We decided to investigate the concerns about Greystock’s DCF analysis raised by the different departments and concerns highlighted in the suggested questions for the case, in order to assess the impact of these concerns and overall appeal of the project by identifying the relevant cash flows.

Identification of Key Problems and its resolution (Answer to Q1):

Upon investigation of the DCF analysis prepared by Frank Greystock, we suggest several changes that will enable a more accurate assessment of the attractiveness of the Merseyside project. These changes have been implemented in the Appendix.

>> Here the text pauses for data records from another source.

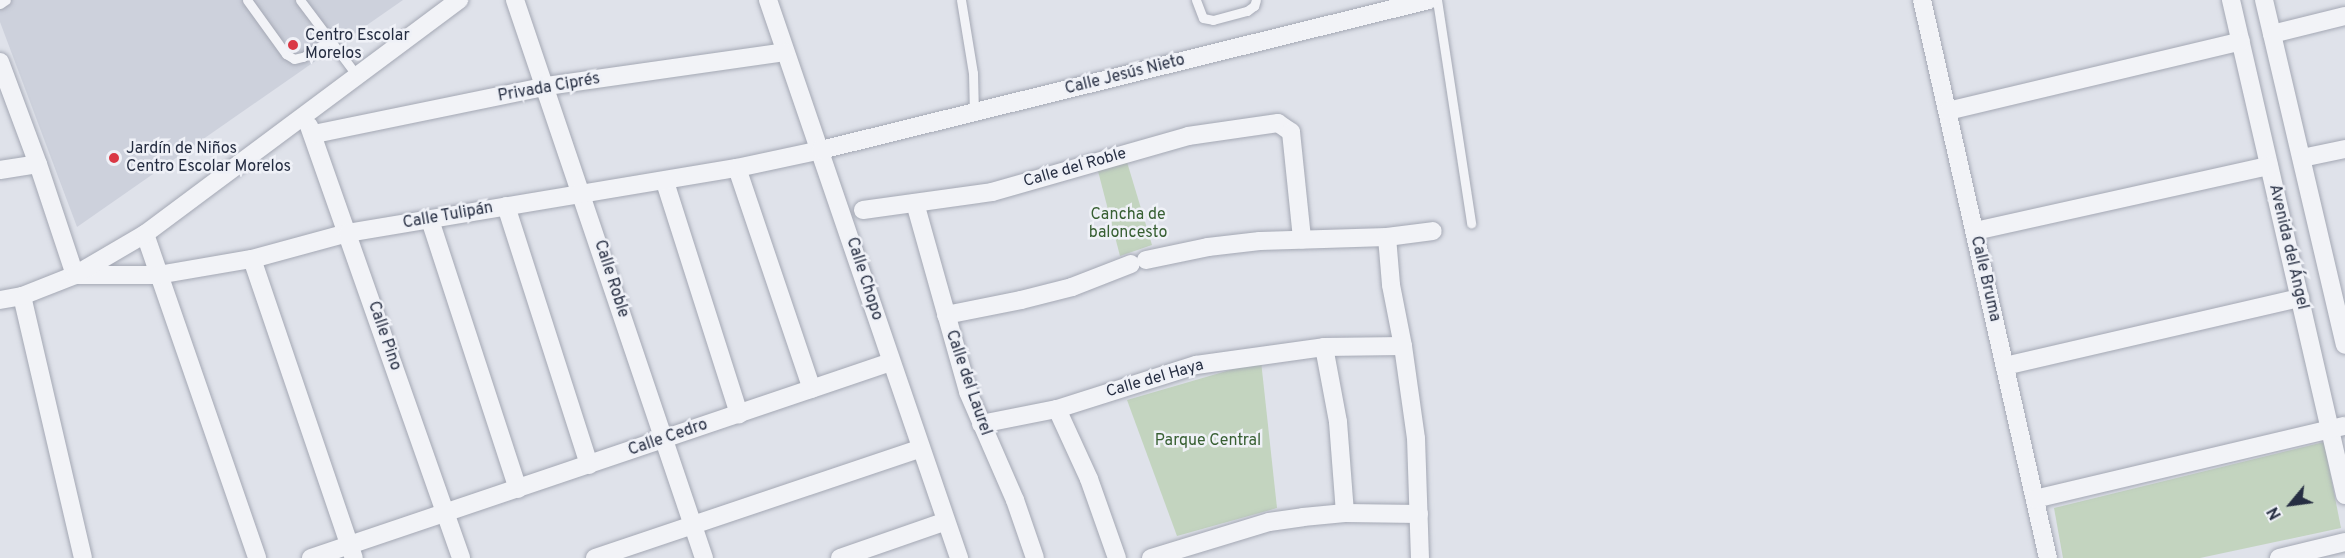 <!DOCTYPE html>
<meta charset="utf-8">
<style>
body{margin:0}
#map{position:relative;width:2345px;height:558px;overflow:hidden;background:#dfe2ea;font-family:Overpass,sans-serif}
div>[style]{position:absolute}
.built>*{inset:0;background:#cdd1dc}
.green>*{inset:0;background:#c3d4bf}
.roads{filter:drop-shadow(0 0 2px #a4a8b4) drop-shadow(0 0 2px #a4a8b4)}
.service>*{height:9px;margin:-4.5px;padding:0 4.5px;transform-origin:4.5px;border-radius:4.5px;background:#f2f3f7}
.minor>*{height:18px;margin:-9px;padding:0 9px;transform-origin:9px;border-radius:9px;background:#f2f3f7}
.dots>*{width:16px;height:16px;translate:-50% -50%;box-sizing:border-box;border:3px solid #eff1f7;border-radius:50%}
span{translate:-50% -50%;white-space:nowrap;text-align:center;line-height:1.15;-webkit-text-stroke:5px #eff1f7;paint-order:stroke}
.poi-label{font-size:16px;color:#262e42}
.left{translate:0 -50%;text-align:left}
.street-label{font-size:16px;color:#262e42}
.park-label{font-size:16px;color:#375f32}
.north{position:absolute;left:2261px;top:474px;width:60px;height:60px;-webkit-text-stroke:4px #eff1f7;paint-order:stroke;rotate:241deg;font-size:16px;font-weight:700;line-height:24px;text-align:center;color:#262e42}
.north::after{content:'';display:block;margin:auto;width:21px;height:27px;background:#262e42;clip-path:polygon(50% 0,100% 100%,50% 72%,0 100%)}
</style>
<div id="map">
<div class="built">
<i style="clip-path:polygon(0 0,403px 0,77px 227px,0 22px)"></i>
</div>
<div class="green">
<i style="clip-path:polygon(1127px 162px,1152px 245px,1120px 256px,1098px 171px)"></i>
<i style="clip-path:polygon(1261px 361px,1277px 508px,1177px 536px,1127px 400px)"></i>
<i style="clip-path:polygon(2324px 442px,2341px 528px,2200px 558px,2063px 558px,2054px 508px)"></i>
</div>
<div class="roads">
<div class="service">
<i style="left:247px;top:0;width:67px;rotate:54.2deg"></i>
<i style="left:286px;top:54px;width:9px;rotate:32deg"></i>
<i style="left:294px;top:59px;width:9px;rotate:-13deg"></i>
<i style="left:303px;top:57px;width:32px;rotate:-32deg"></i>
<i style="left:300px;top:0;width:96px;rotate:53deg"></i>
<i style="left:961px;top:0;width:74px;rotate:80.7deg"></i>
<i style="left:973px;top:73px;width:40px;rotate:88.6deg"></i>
<i style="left:1196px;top:0;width:19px;rotate:69deg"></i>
<i style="left:1203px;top:18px;width:10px;rotate:11deg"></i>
<i style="left:1213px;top:20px;width:35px;rotate:-15deg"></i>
<i style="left:1247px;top:11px;width:9px;rotate:-36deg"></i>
<i style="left:1254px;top:6px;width:6px;rotate:-72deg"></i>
<i style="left:1437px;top:0;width:226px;rotate:81.3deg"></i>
<i style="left:0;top:4px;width:7px;rotate:-34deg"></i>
</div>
<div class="minor">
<i style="left:515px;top:0;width:589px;rotate:71.29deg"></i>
<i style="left:768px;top:0;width:590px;rotate:71.1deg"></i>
<i style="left:1922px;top:0;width:572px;rotate:77.28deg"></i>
<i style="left:2231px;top:0;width:508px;rotate:77.03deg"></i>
<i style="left:2264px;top:0;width:354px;rotate:76.8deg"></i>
<i style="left:2272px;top:34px;width:75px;rotate:-13.9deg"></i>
<i style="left:0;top:62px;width:109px;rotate:69.6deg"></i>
<i style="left:38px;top:164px;width:117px;rotate:71.6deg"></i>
<i style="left:1948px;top:111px;width:301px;rotate:-13.4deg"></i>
<i style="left:309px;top:126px;width:458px;rotate:70.6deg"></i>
<i style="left:314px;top:134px;width:238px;rotate:-11.6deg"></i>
<i style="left:547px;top:86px;width:240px;rotate:-8.1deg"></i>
<i style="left:2302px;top:158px;width:44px;rotate:-11.8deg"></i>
<i style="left:737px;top:168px;width:233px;rotate:71.3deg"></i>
<i style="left:0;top:170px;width:38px;rotate:-9deg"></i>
<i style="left:665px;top:182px;width:244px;rotate:72.3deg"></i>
<i style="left:915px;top:203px;width:196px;rotate:74.3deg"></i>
<i style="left:968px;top:392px;width:118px;rotate:66.5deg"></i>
<i style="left:1015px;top:500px;width:61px;rotate:71deg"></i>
<i style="left:506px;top:206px;width:272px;rotate:72.2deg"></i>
<i style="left:863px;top:210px;width:130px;rotate:-7.9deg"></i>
<i style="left:992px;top:192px;width:204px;rotate:-15.9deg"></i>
<i style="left:1188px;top:136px;width:91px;rotate:-8.2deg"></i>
<i style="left:1278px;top:123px;width:16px;rotate:35deg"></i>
<i style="left:1291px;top:132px;width:108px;rotate:84.1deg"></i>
<i style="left:430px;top:220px;width:283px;rotate:71.9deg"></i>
<i style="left:1975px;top:231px;width:301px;rotate:-12.5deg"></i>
<i style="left:145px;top:234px;width:343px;rotate:70.9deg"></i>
<i style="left:1387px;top:237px;width:48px;rotate:85.2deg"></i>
<i style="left:1391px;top:285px;width:62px;rotate:78.9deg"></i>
<i style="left:1403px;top:346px;width:93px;rotate:82deg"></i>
<i style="left:1416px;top:438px;width:120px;rotate:88.1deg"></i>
<i style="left:252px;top:259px;width:316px;rotate:71.2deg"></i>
<i style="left:1146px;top:260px;width:63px;rotate:-11.8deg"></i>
<i style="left:1208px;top:247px;width:52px;rotate:-6.6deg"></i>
<i style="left:1260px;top:241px;width:127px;rotate:-1.8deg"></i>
<i style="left:1387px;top:237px;width:46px;rotate:-7.4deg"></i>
<i style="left:75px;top:275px;width:83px"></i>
<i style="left:158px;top:275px;width:95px;rotate:-9.7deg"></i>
<i style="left:252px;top:259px;width:99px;rotate:-15.2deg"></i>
<i style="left:348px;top:233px;width:394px;rotate:-9.5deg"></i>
<i style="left:737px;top:168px;width:86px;rotate:-12.1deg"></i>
<i style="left:821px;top:150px;width:626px;rotate:-13.86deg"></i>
<i style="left:22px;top:296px;width:269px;rotate:76.9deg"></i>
<i style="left:0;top:300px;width:22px;rotate:-10deg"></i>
<i style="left:22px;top:296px;width:57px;rotate:-21.6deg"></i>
<i style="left:75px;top:275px;width:81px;rotate:-30.4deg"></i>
<i style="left:145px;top:234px;width:392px;rotate:-36.7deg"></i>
<i style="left:946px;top:315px;width:76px;rotate:-11.3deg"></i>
<i style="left:1021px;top:300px;width:53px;rotate:-14.3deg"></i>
<i style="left:1072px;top:287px;width:63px;rotate:-21.3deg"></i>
<i style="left:1324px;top:347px;width:76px;rotate:79.4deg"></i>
<i style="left:1338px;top:422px;width:91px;rotate:85.6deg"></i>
<i style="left:2005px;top:366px;width:303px;rotate:-13deg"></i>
<i style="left:1057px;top:409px;width:77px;rotate:65.4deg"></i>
<i style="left:1089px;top:479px;width:84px;rotate:70.5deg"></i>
<i style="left:981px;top:424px;width:77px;rotate:-11.2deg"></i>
<i style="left:1057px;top:409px;width:146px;rotate:-17.6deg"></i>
<i style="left:1196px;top:365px;width:129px;rotate:-8deg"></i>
<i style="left:1324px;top:347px;width:79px;rotate:-0.7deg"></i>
<i style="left:2035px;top:499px;width:318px;rotate:-13.3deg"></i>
<i style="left:311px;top:558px;width:612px;rotate:-18.67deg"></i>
<i style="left:595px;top:558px;width:344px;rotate:-18.6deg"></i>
<i style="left:840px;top:558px;width:112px;rotate:-19.2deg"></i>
<i style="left:1151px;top:558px;width:123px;rotate:-17deg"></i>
<i style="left:1269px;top:522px;width:34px;rotate:-8deg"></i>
<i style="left:1303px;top:517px;width:42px;rotate:-5.4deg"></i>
<i style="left:1345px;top:513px;width:74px;rotate:0.8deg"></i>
<i style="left:2279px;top:558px;width:68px;rotate:-13.6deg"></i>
</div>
</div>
<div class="dots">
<i style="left:293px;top:45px;background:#da3845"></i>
<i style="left:114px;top:158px;background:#da3845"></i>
</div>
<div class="poi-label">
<span class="left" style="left:305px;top:45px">Centro Escolar<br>Morelos</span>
<span class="left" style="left:126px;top:158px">Jardín de Niños<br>Centro Escolar Morelos</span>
</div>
<div class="street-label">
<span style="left:1125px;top:75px;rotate:-14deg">Calle Jesús Nieto</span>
<span style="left:549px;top:88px;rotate:-10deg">Privada Ciprés</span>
<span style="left:1075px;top:168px;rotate:-16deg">Calle del Roble</span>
<span style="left:448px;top:216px;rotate:-10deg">Calle Tulipán</span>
<span style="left:2288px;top:247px;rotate:77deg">Avenida del Ángel</span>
<span style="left:611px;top:279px;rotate:72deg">Calle Roble</span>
<span style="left:864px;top:279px;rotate:72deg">Calle Chopo</span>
<span style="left:1985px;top:279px;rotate:77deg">Calle Bruma</span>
<span style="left:384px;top:336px;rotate:71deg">Calle Pino</span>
<span style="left:1155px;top:379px;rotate:-16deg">Calle del Haya</span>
<span style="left:968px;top:383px;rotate:71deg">Calle del Laurel</span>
<span style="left:668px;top:438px;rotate:-19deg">Calle Cedro</span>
</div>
<div class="park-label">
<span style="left:1128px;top:224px">Cancha de<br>baloncesto</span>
<span style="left:1208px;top:441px">Parque Central</span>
</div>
<div class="north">N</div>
</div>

  • Inflation: A 10% initial rate proposed by Greystock is a nominal rate; the real rate is 7%, and the inflation rate is 3%. Therefore, we kept the discount rate at 10% for exact comparability to case exhibit and include a 3% inflation rate in cash flows.
  • Corporate overhead expense: Corporate manual suggested that all new capital projects should reflect an annual pretax charge amounting to 3.5 percent of the value of the initial asset investment for the project to account for overhead expense. Therefore, we retained it in the DCF analysis with inflation.
  • Sunk cost: We noticed the £0.5 million sunk cost for renovation efficiency was included in Greystock’s analysis. Since this money had already been spent over the prior nine months and therefore is a sunk cost, hence, we excluded this cost from our analysis.
  • Exploitation of excess transportation capacity: DCF analysis needs to properly account for the acceleration of the rolling stock purchase (the £2 million cost) by two years by placing this capital expense in Year 3 (2003), then subsequently showing a related savings in Year 5 (2005) assuming that this cost of 2m is not additional but it is just accelerated shift in cost (part or whole) that anyway has to be borne by transport division in the year 2005 for growth purpose. Similarly, the change in the depreciation schedule of this asset needs to be reflected appropriately in the depreciation add-back after taxes.
  • Cash flows of unrelated projects: The Assistant Plant Manager would like to expand the Merseyside’s production of EPC, and include the expansion with the current project proposal. The main project is for engineering efficiency, not expansion. Hence we excluded in our DCF analysis as it would be wrong to include the EPC expansion, as it should be considered as a different project by the directors.
  • Cannibalization: The Sales and Marketing representative had additional concerns regarding sales cannibalization. Based on our analysis, we conclude that the analysis should not include consideration for the impact of cannibalization.  
  • Lost Output: We believe that the formula to calculate “Lost Output—Construction” erroneously calculates this on the basis of the new output level. This lost output of 1.5 months should be based on the old output level, as the firm sacrifices a previous output capacity to implement the project.  
  • Lost Sales: Greystock’s DCF analysis concluded that all customers would return within one year. A conservative approach would advocate that not all customers would return so quickly and this would impact sales, and should be included in the analysis.

Having identified the relevant cash flows, we recreated Greystock’s DCF analysis in Microsoft Excel, to reflect the above changes. As a final point, we recalculated the NPV, payback period, IRR, and average annual EPS (earnings per share), and compared them with the benchmark investment criteria.